Read Online or Download A Mid-Atlantic Handbook: American and British English PDF
Similar nonfiction_5 books
- Ivy League 3 Rites of Spring
- SEC XBRL Mandate for Dummies Handbook
- Rights-based approaches: learning project
- Brand Packaging May-June 2011
- Practising Critical Reflection: A Handbook
- Two Peas in a Bucket Cookbook 3rd edition
Extra resources for A Mid-Atlantic Handbook: American and British English
3n domestic science home economics A subject studied in secondary and upper-secondary schools, relat ing to the running of a household. BrE housecraft is also used in the UK. The BrE terms are not used or readily comprehended in the US. 1 Reference List British English American English 2n Downing Street, No. 10 White House, the The residence of the British Prime Minister and the US President, respectively. The British address is not common knowledge to many Americans, while most British people are aware of the impli cations of the term the White House, (meaning the seat of the exec utive branch of the American government).

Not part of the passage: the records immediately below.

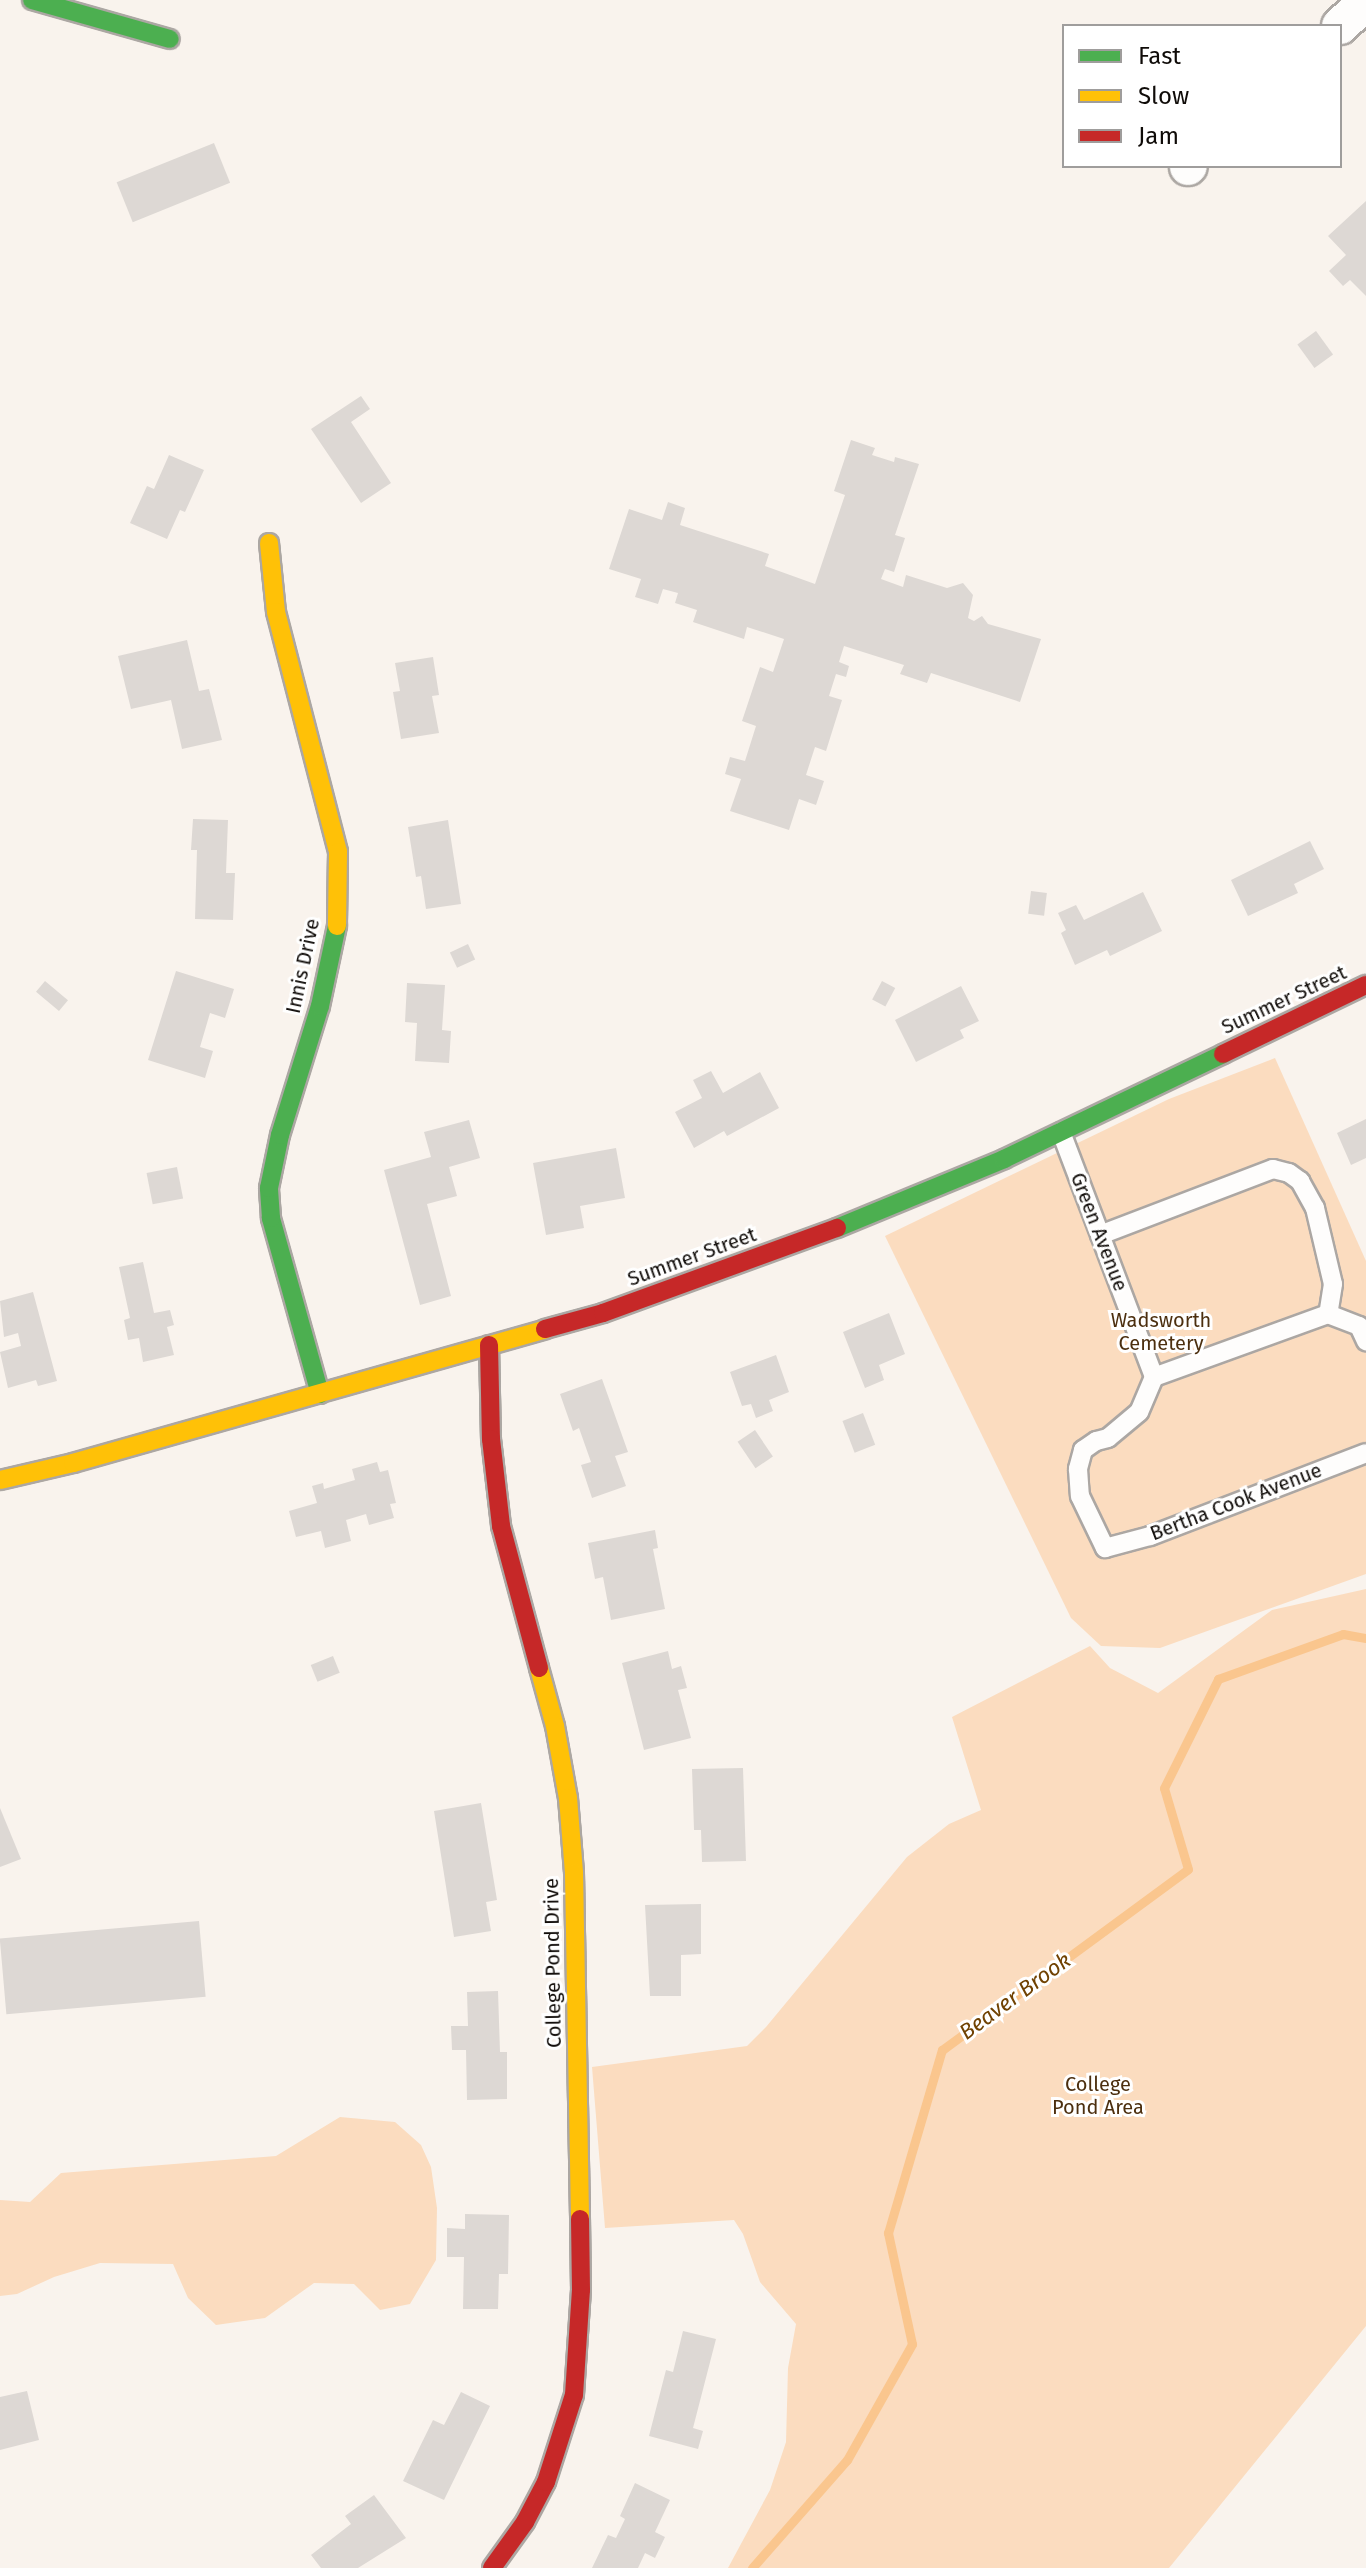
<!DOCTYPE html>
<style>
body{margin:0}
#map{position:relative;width:1366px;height:2568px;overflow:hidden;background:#f9f3ed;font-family:"Fira Sans",sans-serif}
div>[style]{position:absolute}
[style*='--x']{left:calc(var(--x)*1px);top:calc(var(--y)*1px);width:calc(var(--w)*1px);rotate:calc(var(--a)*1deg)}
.green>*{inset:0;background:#fbdcbf}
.stream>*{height:9px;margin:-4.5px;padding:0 4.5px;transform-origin:4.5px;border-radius:4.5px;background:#fac68e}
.building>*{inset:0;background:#ddd8d4;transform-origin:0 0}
.roads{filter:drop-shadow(2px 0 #aca7a3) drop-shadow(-2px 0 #aca7a3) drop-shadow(0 2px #aca7a3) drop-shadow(0 -2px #aca7a3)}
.lane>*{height:18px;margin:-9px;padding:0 9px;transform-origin:9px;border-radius:9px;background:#fefdfc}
.street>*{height:36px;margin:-18px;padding:0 18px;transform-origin:18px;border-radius:18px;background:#fefdfc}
.fast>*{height:18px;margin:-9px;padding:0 9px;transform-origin:9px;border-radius:9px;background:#4caf50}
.slow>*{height:18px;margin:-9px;padding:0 9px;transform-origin:9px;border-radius:9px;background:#ffc107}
.jam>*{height:18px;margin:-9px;padding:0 9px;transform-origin:9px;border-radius:9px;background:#c62828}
span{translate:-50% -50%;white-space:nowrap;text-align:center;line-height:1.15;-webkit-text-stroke:6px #fff;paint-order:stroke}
.street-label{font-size:20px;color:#0f0b08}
.park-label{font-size:20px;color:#4c2f0f}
.water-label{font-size:22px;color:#704202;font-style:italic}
.legend{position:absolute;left:1062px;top:24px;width:280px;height:144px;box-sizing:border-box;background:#fff;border:2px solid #9f9d9c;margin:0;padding:10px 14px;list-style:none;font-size:24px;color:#0f0b08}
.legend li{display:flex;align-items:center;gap:16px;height:40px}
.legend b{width:40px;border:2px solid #9f9d9c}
</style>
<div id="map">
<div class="green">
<div style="clip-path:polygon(1275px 1058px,1366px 1261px,1366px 1574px,1160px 1648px,1101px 1646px,1071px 1618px,885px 1236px,1169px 1099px)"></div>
<div style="clip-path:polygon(1366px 1589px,1366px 2326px,1169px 2568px,728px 2568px,770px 2490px,786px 2442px,788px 2368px,796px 2324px,760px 2282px,743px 2234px,734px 2220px,605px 2228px,592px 2067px,747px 2046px,766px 2027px,907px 1857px,949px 1824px,981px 1810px,952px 1717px,1090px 1646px,1110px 1668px,1158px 1693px,1272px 1610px)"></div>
<div style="clip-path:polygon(340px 2117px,395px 2122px,421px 2145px,431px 2167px,437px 2208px,436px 2260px,410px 2304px,380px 2310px,354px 2284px,314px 2283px,265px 2318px,216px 2325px,188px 2298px,173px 2264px,100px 2263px,54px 2277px,17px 2294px,0 2296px,0 2200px,30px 2202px,61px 2173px,276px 2156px)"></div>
</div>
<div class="stream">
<div style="--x:752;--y:2568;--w:144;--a:-48.7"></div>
<div style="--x:847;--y:2460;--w:133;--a:-60.7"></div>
<div style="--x:912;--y:2344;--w:114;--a:-102.2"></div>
<div style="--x:888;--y:2233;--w:191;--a:-73.6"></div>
<div style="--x:942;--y:2050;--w:305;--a:-36.3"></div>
<div style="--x:1188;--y:1869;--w:84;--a:-106.5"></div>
<div style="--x:1164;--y:1788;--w:122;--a:-63.6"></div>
<div style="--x:1218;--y:1679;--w:133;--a:-19.8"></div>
<div style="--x:1343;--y:1634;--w:23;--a:10"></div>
</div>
<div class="building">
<div style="left:214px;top:143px;width:43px;height:105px;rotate:68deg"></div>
<div style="clip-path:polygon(1366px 201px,1366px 296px,1350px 280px,1343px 286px,1329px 271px,1346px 255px,1328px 236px)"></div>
<div style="left:1316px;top:331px;width:29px;height:23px;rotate:54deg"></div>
<div style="clip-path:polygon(361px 396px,370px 409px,351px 422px,391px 483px,361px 503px,311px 429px)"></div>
<div style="clip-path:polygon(851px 440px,875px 448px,872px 455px,894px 462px,895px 457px,919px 464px,895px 535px,905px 538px,894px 572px,885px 569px,881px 579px,903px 587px,906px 575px,947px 588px,963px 583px,973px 595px,968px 618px,974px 621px,982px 616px,988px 624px,1041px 639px,1020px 702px,931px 673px,927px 683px,900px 674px,904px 665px,844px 646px,839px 662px,849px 666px,846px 677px,836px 674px,829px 696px,842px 700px,826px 751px,815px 747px,806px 775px,824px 781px,816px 805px,799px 799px,789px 830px,730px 811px,741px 779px,725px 774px,730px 757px,745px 761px,756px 726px,742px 721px,760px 667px,773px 672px,784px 639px,747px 627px,744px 639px,693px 622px,697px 610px,675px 603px,678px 593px,663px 589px,658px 604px,635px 597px,641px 579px,609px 569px,629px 509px,662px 520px,668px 502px,685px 508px,680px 525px,769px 554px,765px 566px,815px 584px,845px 495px,834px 491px)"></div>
<div style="clip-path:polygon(169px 455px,204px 470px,185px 512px,180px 510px,167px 539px,130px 523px,147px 486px,154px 489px)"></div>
<div style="clip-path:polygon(187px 640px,199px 691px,209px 689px,222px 740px,182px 749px,171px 700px,131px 709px,118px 656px)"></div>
<div style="clip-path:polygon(433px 657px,439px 695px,432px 696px,439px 733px,401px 739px,393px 692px,400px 691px,395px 663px)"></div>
<div style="clip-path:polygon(193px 819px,228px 820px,226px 873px,235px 873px,233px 920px,195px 919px,197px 850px,191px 850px)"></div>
<div style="clip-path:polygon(448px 820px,461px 904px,426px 909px,421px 876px,416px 877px,408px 827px)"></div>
<div style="clip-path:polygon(1310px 841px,1324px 869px,1294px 884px,1298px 893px,1248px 916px,1231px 880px)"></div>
<div style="left:1031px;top:891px;width:16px;height:23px;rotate:7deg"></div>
<div style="clip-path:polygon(1143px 892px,1162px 931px,1110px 956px,1107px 950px,1075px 965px,1061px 933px,1066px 930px,1058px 913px,1076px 905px,1084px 920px)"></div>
<div style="left:468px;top:944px;width:17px;height:20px;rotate:65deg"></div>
<div style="clip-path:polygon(176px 971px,234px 989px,225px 1018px,210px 1013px,200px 1047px,213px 1051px,205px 1078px,148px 1060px)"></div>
<div style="left:45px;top:981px;width:30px;height:14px;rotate:40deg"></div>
<div style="left:882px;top:981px;width:15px;height:21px;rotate:28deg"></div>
<div style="clip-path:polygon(407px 983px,445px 985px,442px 1030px,451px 1031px,449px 1063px,415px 1061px,417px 1023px,405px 1022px)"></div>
<div style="clip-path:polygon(961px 986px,979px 1021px,960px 1030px,964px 1038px,916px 1062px,895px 1020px)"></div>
<div style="clip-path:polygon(711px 1071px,723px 1093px,760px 1072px,779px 1108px,727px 1136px,724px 1131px,694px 1148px,675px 1112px,702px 1098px,693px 1080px)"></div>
<div style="clip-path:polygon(1366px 1119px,1366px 1158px,1351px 1165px,1337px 1133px)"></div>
<div style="clip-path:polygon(469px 1120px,480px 1158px,449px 1167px,457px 1196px,427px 1204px,451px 1296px,420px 1305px,384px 1170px,431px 1157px,424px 1132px)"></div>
<div style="clip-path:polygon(616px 1148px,625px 1198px,580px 1206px,584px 1228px,546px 1235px,533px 1163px)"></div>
<div style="left:177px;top:1167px;width:32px;height:31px;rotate:79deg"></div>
<div style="clip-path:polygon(143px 1262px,154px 1313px,170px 1310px,174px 1325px,167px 1327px,174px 1355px,143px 1362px,139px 1338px,128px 1340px,124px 1320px,130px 1318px,119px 1267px)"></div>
<div style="clip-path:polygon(33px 1292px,57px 1381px,38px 1386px,36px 1380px,8px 1388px,0 1352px,21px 1346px,18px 1333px,4px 1337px,0 1301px)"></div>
<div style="clip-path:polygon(889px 1313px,905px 1354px,879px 1365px,884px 1380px,865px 1388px,843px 1332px)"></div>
<div style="clip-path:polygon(776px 1355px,789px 1392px,769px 1400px,773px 1411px,756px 1418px,751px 1404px,742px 1406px,730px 1372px)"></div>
<div style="clip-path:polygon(602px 1379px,628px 1452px,615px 1456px,626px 1486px,592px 1498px,581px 1465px,591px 1462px,579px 1428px,573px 1431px,560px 1394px)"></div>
<div style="left:863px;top:1413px;width:34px;height:22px;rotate:69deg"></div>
<div style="left:755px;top:1430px;width:32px;height:21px;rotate:56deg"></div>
<div style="clip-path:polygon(377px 1462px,380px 1472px,388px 1470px,396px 1503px,390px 1504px,394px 1518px,369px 1525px,366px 1514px,346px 1520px,351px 1541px,325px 1548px,321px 1531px,296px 1537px,289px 1511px,317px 1503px,312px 1486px,323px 1483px,324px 1489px,355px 1480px,352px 1469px)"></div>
<div style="clip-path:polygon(655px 1530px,658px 1548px,653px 1549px,665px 1609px,611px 1620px,603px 1577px,595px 1579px,588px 1543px)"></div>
<div style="clip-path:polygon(668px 1651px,672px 1669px,681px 1666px,687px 1688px,678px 1690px,691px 1738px,644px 1750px,622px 1663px)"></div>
<div style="left:333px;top:1656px;width:18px;height:24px;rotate:68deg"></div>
<div style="clip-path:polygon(743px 1768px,746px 1861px,702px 1862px,701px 1830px,694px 1830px,692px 1769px)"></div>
<div style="clip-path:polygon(481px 1803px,497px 1900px,486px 1902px,491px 1931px,454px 1937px,434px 1811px)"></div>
<div style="clip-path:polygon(0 1808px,21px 1859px,0 1867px)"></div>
<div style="clip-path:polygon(701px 1904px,701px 1954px,681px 1955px,681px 1996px,650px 1996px,645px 1905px)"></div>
<div style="left:199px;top:1921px;width:76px;height:200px;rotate:85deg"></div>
<div style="clip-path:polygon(498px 1991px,500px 2052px,507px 2052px,507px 2099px,467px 2100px,466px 2050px,452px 2050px,451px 2026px,468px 2026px,467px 1992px)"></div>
<div style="clip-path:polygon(465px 2214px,509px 2215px,508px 2274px,499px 2274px,498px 2309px,463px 2309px,464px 2257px,447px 2257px,447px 2228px,465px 2229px)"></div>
<div style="clip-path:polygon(683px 2331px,716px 2339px,693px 2428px,703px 2431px,698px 2449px,649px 2436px,666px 2370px,673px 2372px)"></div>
<div style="clip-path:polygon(27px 2391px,39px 2440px,0 2450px,0 2397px)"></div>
<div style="clip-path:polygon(461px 2392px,490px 2406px,444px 2500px,403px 2481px,433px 2420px,444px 2425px)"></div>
<div style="clip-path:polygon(635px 2483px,670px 2500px,655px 2532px,665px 2537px,655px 2558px,645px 2553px,638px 2568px,592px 2568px,608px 2535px,616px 2538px,625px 2519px,620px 2516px)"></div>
<div style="clip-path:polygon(374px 2495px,406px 2538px,358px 2568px,321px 2568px,311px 2555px,351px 2524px,345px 2516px)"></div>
</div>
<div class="roads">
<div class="lane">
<div style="--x:1061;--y:1132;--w:262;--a:69.2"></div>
<div style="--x:1100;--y:1235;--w:185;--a:-20.9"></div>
<div style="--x:1273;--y:1169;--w:16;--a:14"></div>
<div style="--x:1289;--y:1173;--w:14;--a:36"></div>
<div style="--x:1300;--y:1181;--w:31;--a:61"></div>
<div style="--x:1315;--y:1208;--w:78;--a:76.7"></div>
<div style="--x:1333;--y:1284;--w:30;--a:99"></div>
<div style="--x:1328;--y:1314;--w:33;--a:21"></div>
<div style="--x:1359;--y:1326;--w:17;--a:65"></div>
<div style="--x:1154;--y:1377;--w:38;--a:113"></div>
<div style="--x:1139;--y:1412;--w:40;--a:140"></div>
<div style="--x:1108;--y:1438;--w:12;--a:166"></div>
<div style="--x:1096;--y:1441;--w:16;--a:145"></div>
<div style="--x:1083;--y:1450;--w:20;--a:105"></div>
<div style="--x:1078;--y:1469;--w:27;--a:86"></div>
<div style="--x:1080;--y:1496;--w:58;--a:64.3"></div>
<div style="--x:1105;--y:1548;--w:47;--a:-14.9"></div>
<div style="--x:1150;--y:1536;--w:231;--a:-21"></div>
<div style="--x:1154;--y:1377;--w:185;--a:-19.9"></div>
</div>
<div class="street">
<div style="--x:1340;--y:26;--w:35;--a:-43"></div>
<div style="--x:1188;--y:167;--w:1;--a:-45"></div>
</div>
<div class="fast">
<div style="--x:32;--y:0;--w:143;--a:15.8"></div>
<div style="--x:837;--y:1228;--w:181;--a:-22.4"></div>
<div style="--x:1004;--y:1159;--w:243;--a:-25.6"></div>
<div style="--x:320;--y:1394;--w:183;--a:-105.6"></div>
<div style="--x:271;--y:1218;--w:30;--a:-94"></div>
<div style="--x:269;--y:1188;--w:54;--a:-78.3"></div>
<div style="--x:280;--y:1135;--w:135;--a:-72.8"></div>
<div style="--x:320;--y:1006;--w:82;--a:-78"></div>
</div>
<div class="slow">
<div style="--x:269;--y:543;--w:69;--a:84.2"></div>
<div style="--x:276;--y:612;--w:248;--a:75.5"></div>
<div style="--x:338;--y:852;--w:74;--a:90.8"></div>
<div style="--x:0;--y:1480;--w:75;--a:-13.1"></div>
<div style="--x:73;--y:1463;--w:491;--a:-15.8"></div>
<div style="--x:539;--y:1668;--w:60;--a:74.6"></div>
<div style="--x:555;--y:1726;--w:73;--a:79.8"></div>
<div style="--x:568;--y:1798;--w:75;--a:85.4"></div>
<div style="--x:574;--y:1873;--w:346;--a:89"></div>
</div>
<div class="jam">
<div style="--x:1223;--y:1054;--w:159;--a:-25.8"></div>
<div style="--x:545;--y:1329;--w:60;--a:-15.4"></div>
<div style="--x:603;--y:1313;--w:249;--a:-20"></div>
<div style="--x:489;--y:1345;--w:94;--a:88.8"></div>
<div style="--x:491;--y:1439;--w:88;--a:83.4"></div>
<div style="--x:501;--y:1526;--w:147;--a:75"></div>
<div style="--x:492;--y:2568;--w:57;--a:-54.3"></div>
<div style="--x:525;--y:2522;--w:45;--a:-62.3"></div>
<div style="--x:546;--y:2482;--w:91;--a:-72.2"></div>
<div style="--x:574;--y:2395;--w:105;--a:-86.2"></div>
<div style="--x:581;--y:2290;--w:71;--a:-90.8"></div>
</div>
</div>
<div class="street-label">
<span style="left:303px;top:966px;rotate:-78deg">Innis Drive</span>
<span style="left:1284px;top:1000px;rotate:-25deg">Summer Street</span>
<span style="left:1099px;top:1232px;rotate:69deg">Green Avenue</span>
<span style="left:692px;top:1257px;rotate:-20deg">Summer Street</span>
<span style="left:1236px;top:1502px;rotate:-21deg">Bertha Cook Avenue</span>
<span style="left:553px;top:1963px;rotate:-91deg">College Pond Drive</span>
</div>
<div class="park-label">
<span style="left:1161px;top:1332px">Wadsworth<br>Cemetery</span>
<span style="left:1098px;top:2096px">College<br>Pond Area</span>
</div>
<div class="water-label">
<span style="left:1015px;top:1996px;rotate:-36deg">Beaver Brook</span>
</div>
<ul class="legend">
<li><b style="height:10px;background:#4caf50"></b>Fast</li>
<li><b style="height:10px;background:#ffc107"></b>Slow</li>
<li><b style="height:10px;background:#c62828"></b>Jam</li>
</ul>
</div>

2n ice lolly Popsicle Flavored ice on a stick. Note that some American dictionaries list AmE Popsicle as a proper noun. © Studentlitteratur 53 2 Vocabulary British English American English 3n ill sick The terms ill and sick in AmE are general terms used when someone is in poor health, or has a cold, sore throat, or stomach problem (AmE under-the-weather is also used). Sick and ill are interchangeable in AmE. For more serious diseases, common AmE terms are in poor health, having health problems, etc.
2n hair slide 1n hall hallway This word, in BrE, is commonly used for a large room or building where people congregate. It is also customary to refer to the living room of a palace or mansion as a hall, especially in buildings of historical interest. As a synonym for corridor, however, it is more customary to use the term hall in the UK, whereas hallway is often used in the US. 2n hall of residence dormitory Student housing, in AmE, often referring to college and university students. 3n head master/mistress principal While Americans would most likely not use the BrE term head master, they would probably understand its meaning in context.